** Available records **
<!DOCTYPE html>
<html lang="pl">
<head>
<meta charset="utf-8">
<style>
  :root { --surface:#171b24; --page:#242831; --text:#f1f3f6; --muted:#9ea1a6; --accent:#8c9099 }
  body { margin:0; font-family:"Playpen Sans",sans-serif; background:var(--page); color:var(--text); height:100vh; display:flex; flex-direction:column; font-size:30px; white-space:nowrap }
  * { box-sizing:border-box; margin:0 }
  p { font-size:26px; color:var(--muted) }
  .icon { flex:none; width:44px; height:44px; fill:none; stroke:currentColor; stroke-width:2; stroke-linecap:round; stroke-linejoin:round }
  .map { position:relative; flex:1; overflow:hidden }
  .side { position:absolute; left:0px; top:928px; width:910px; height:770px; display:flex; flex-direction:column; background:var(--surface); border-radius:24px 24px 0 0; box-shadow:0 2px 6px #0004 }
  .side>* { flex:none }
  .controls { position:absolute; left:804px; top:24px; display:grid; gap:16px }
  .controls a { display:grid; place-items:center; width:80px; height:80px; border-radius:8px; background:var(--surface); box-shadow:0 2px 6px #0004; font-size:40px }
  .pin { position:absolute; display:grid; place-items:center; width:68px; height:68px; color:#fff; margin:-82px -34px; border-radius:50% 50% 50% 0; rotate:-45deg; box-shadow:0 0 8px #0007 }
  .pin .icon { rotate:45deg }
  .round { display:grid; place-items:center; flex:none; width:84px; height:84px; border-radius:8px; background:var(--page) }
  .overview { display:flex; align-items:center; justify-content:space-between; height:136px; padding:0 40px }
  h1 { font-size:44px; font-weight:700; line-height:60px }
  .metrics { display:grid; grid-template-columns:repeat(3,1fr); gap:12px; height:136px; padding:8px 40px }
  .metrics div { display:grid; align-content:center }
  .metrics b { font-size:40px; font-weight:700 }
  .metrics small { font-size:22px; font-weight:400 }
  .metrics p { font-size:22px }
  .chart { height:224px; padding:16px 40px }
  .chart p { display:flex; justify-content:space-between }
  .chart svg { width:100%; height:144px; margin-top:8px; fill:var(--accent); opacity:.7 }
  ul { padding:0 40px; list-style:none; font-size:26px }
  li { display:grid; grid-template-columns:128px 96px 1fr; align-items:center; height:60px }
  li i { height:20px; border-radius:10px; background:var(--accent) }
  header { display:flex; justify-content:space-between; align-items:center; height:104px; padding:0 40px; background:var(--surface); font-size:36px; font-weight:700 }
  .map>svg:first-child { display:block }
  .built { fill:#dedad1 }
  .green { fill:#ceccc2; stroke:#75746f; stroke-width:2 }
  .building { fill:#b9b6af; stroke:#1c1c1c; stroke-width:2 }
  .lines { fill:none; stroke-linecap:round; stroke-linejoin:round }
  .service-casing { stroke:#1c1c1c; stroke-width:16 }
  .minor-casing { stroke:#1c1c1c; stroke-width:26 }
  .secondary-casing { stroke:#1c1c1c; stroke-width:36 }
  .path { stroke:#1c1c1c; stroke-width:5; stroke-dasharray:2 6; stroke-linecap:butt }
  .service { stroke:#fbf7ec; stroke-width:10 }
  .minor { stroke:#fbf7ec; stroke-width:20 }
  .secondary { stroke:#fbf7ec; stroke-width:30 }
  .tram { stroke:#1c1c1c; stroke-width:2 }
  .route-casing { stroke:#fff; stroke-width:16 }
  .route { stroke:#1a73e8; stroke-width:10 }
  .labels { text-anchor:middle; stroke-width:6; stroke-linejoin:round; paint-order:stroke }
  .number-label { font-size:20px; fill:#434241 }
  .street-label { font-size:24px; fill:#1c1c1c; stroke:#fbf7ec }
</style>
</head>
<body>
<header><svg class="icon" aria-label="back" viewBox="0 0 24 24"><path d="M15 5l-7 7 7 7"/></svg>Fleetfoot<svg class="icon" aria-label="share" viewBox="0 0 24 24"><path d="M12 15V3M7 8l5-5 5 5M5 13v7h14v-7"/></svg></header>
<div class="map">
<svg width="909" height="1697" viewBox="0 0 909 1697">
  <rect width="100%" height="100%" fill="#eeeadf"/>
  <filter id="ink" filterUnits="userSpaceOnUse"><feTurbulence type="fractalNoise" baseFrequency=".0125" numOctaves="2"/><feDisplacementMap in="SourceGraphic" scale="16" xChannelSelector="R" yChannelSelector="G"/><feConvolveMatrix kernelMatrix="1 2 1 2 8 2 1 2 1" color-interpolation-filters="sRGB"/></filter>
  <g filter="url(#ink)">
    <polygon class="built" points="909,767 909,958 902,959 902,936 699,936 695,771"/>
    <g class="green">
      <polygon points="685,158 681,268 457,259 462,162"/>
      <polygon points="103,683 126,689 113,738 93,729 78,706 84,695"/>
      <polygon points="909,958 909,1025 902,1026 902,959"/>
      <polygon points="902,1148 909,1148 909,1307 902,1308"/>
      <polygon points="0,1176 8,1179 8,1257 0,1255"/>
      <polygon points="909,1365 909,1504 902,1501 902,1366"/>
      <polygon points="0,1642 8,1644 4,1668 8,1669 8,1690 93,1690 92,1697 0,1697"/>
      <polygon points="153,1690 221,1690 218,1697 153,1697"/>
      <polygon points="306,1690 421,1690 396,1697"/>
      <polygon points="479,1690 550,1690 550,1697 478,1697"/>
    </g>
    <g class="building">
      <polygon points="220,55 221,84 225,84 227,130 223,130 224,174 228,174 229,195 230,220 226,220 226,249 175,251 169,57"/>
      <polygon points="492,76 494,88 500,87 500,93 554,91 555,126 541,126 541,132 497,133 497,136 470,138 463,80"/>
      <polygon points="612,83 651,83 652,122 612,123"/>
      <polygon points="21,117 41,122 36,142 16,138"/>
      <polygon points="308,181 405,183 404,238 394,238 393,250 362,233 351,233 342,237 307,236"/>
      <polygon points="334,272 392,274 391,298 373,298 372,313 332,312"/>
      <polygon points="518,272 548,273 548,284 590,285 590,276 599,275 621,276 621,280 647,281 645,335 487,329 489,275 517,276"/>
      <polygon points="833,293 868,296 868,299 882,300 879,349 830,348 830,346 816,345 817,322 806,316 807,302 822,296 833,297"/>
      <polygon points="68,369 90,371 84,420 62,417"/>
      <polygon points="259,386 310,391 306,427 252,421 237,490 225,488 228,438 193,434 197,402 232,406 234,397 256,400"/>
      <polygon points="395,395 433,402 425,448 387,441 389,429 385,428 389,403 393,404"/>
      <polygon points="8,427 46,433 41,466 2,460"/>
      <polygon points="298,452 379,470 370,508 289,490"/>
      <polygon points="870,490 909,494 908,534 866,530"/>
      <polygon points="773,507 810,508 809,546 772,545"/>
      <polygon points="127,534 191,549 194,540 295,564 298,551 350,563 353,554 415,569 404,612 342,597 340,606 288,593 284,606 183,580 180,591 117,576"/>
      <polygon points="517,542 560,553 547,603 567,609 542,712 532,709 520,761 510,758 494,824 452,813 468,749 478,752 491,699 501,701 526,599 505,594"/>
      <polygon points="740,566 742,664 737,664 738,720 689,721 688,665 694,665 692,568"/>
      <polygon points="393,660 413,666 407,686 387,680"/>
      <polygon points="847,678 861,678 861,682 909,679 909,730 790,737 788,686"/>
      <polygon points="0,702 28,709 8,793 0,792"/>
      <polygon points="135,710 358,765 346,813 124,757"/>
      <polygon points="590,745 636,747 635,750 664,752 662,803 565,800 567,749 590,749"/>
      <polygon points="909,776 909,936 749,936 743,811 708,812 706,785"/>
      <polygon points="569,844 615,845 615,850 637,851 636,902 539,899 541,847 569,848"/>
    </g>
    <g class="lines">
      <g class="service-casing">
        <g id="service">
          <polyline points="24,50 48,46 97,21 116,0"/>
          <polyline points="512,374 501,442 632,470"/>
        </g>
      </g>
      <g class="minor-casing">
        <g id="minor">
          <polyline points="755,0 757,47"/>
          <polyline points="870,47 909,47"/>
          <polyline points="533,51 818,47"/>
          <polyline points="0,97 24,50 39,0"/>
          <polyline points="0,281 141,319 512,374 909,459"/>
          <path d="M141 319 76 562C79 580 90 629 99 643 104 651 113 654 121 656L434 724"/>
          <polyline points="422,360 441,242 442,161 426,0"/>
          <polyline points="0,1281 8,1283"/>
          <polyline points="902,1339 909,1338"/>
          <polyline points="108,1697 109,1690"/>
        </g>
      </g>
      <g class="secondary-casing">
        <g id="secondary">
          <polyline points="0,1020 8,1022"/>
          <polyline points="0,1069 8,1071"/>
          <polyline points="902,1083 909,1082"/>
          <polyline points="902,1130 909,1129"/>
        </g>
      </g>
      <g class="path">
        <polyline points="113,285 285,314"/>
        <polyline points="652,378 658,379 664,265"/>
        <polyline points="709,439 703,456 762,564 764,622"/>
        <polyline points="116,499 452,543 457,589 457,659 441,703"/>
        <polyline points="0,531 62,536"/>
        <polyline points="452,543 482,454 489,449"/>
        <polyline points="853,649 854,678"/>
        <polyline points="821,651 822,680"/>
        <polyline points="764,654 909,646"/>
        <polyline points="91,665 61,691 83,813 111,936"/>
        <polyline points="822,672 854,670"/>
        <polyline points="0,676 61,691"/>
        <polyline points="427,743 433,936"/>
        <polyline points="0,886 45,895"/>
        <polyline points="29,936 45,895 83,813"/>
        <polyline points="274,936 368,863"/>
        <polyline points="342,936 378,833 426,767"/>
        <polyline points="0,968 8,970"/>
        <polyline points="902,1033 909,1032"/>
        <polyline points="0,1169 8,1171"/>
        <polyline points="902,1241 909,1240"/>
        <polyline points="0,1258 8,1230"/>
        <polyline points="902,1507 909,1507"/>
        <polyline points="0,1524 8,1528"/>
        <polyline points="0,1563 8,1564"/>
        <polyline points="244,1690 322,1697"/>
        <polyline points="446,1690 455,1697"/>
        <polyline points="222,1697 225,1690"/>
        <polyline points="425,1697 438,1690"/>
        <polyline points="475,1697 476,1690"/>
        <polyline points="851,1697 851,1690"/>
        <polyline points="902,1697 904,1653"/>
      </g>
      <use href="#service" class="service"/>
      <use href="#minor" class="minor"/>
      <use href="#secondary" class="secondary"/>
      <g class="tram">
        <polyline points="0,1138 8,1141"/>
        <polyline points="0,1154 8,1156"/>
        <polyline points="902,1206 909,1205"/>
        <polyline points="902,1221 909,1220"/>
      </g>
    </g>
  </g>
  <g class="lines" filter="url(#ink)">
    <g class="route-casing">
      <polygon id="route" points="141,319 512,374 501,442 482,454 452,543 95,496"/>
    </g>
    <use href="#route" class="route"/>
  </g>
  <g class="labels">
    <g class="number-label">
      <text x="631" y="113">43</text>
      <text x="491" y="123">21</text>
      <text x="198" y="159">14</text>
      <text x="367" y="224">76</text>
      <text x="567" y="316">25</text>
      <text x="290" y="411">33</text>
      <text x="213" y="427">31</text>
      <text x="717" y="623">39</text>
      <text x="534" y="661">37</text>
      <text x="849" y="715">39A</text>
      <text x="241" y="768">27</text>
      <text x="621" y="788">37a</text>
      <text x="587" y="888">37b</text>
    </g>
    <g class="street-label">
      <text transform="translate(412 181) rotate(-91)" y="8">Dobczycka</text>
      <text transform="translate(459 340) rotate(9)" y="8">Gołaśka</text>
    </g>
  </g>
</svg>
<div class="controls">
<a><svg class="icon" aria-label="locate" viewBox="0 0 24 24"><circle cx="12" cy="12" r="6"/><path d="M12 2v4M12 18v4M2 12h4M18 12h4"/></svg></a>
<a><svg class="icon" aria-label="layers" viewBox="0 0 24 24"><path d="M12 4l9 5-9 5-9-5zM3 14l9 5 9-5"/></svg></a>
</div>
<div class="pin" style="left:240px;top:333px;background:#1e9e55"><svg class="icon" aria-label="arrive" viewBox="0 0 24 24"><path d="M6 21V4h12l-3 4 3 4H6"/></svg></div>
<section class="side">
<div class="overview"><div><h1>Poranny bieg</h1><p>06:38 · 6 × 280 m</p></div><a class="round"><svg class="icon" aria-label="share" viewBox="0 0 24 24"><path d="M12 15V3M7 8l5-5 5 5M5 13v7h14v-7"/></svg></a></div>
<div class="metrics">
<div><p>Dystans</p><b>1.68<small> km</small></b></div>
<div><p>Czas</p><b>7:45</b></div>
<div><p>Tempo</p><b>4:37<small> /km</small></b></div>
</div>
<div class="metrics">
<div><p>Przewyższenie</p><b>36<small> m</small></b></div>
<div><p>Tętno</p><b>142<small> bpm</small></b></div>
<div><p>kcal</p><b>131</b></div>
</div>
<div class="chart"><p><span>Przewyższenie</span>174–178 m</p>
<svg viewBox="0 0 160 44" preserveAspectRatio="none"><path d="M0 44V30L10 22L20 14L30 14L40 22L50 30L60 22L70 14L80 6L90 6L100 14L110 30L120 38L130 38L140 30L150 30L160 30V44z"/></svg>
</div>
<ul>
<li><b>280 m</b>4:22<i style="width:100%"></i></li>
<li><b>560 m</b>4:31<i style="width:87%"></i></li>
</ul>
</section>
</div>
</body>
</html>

** The task **
From the line that contains "bieg</h1><p>06:38 · 6" down to the last line above, print each line exactly as it appears.

** Response for this exercise **
<div class="overview"><div><h1>Poranny bieg</h1><p>06:38 · 6 × 280 m</p></div><a class="round"><svg class="icon" aria-label="share" viewBox="0 0 24 24"><path d="M12 15V3M7 8l5-5 5 5M5 13v7h14v-7"/></svg></a></div>
<div class="metrics">
<div><p>Dystans</p><b>1.68<small> km</small></b></div>
<div><p>Czas</p><b>7:45</b></div>
<div><p>Tempo</p><b>4:37<small> /km</small></b></div>
</div>
<div class="metrics">
<div><p>Przewyższenie</p><b>36<small> m</small></b></div>
<div><p>Tętno</p><b>142<small> bpm</small></b></div>
<div><p>kcal</p><b>131</b></div>
</div>
<div class="chart"><p><span>Przewyższenie</span>174–178 m</p>
<svg viewBox="0 0 160 44" preserveAspectRatio="none"><path d="M0 44V30L10 22L20 14L30 14L40 22L50 30L60 22L70 14L80 6L90 6L100 14L110 30L120 38L130 38L140 30L150 30L160 30V44z"/></svg>
</div>
<ul>
<li><b>280 m</b>4:22<i style="width:100%"></i></li>
<li><b>560 m</b>4:31<i style="width:87%"></i></li>
</ul>
</section>
</div>
</body>
</html>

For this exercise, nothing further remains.